The answer must be every line of the records in which the string "const" appears.
☆ ☆ ☆ ☆ ☆
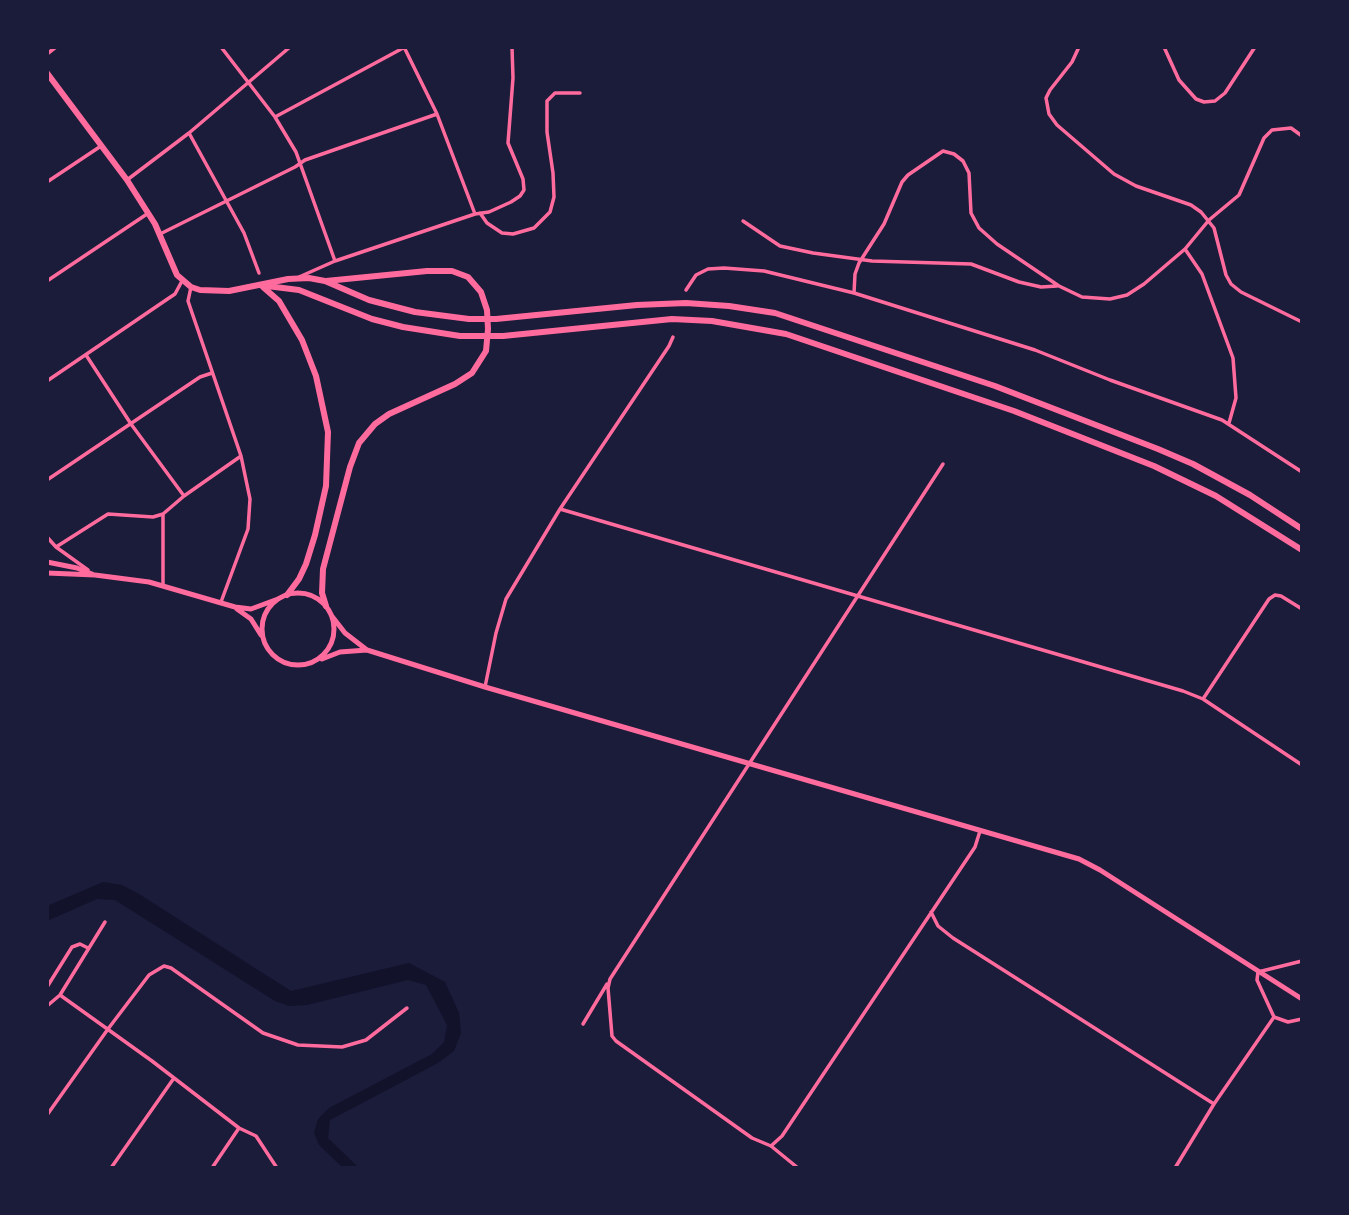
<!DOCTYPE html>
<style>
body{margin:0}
#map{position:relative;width:1349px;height:1215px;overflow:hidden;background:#1b1b3a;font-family:Commissioner,sans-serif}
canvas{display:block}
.frame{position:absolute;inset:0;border:49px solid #1b1b3a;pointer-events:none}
</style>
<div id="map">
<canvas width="1349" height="1215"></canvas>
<div class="frame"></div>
</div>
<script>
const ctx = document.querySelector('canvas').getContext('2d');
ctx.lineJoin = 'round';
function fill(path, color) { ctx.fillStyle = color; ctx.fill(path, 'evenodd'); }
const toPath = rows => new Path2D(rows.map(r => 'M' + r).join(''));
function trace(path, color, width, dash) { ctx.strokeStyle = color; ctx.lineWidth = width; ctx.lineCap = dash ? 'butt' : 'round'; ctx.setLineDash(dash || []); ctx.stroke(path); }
fill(toPath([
 [103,882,122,885,139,894,291,991,409,963,445,982,459,1013,461,1033,454,1051,438,1063,330,1120,328,1138,359,1168,343,1168,319,1145,314,1133,318,1119,329,1108,432,1054,444,1042,447,1025,426,985,408,980,307,1005,289,1006,275,1001,115,900,97,899,47,921,47,906]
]), '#12122b');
trace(toPath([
 [221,47,275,117,296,152,335,261],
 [404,47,437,114,475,214],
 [1079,47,1072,62,1050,90,1046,98,1049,114,1057,125,1114,174,1136,186,1191,205,1201,212,1214,228,1226,275,1231,284,1241,292,1302,322],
 [1164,47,1179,80,1196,99,1204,102,1215,101,1225,93,1255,47],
 [47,54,56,47],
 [275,117,405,47],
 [189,133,244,233,259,273],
 [127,180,189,133,290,47],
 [47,182,101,146],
 [480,213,487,223,502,233,513,234,534,228,550,212,554,197,553,173,547,132,547,101,555,93,580,93],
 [743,221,780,246,813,253,872,261,971,264,1019,282,1041,287,1057,286],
 [160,234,295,167,305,160,437,114],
 [1185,249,1202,274,1233,358,1236,398,1229,423],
 [299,277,335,261,475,214,489,212,511,202,520,196,524,190,523,179,508,143,513,78,512,47],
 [47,281,147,214],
 [191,287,188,301,241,456,250,499,248,529,221,602],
 [686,290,696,275,708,269,724,268,764,271,854,293,1035,350,1110,380,1222,420,1302,472],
 [854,293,855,274,859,263,884,224,902,182,908,175,943,151,954,154,963,161,969,173,971,213,979,228,997,244,1059,286,1082,297,1110,299,1127,295,1144,284,1185,249,1209,220,1239,195,1264,138,1272,130,1291,128,1302,136],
 [86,355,131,424,184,496],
 [47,381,169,298,175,294,182,281],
 [47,480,200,377,212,373],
 [560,509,1183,691,1203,699,1302,765],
 [163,514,163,586],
 [47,537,56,547,88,570],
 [56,547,108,514,153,517,163,514,184,496,241,456],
 [485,687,496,633,506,599,560,509,669,346,673,337],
 [1203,699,1269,599,1275,595,1281,596,1302,609],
 [931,912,938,926,953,938,1214,1104],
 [1302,961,1258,972,1257,980,1274,1017,1288,1022,1302,1019],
 [47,987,72,947,80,944,88,948],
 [60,995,152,1061,239,1128,256,1136,277,1168],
 [47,1006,60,995,105,922],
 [583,1024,607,984],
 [47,1115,108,1029,149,975,164,966,171,968,263,1033,298,1045,342,1047,366,1040,407,1008],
 [771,1146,782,1136,975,847,980,831],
 [111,1168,174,1078],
 [212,1168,239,1128],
 [798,1168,771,1146,752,1138,616,1041,612,1036,608,988,610,979,943,464],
 [1175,1168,1214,1104,1274,1017]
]), '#ff6b9d', 3.5);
trace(toPath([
 [47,562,77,568,92,574],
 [47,573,95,575,149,582,235,607,251,609,278,599],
 '262 629a36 36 0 1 1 72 0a36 36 0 1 1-72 0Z',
 [237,609,251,619,261,635],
 [331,615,345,633,367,650,485,687,1079,859,1100,870,1302,999],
 [322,659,340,652,367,650]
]), '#ff6b9d', 5);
trace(toPath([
 [47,73,127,180,155,224,177,275,191,287,200,290,229,291,288,279,309,278,325,281,369,300,415,312,469,319,496,319,637,305,686,303,729,306,775,313,995,386,1158,449,1193,464,1250,495,1302,529],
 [326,281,427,271,452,271,468,277,481,292,487,310,488,329,486,351,472,373,455,384,389,414,375,424,359,443,350,467,323,569,322,593,326,606],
 [267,286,299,290,372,319,403,327,460,336,503,336,672,319,712,321,786,334,1014,411,1154,466,1216,496,1302,550],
 [263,287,279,301,302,340,316,376,328,432,326,486,315,535,306,564,299,579,287,595]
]), '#ff6b9d', 6);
</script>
☆ ☆ ☆ ☆ ☆
Exercise response ▸
const ctx = document.querySelector('canvas').getContext('2d');
const toPath = rows => new Path2D(rows.map(r => 'M' + r).join(''));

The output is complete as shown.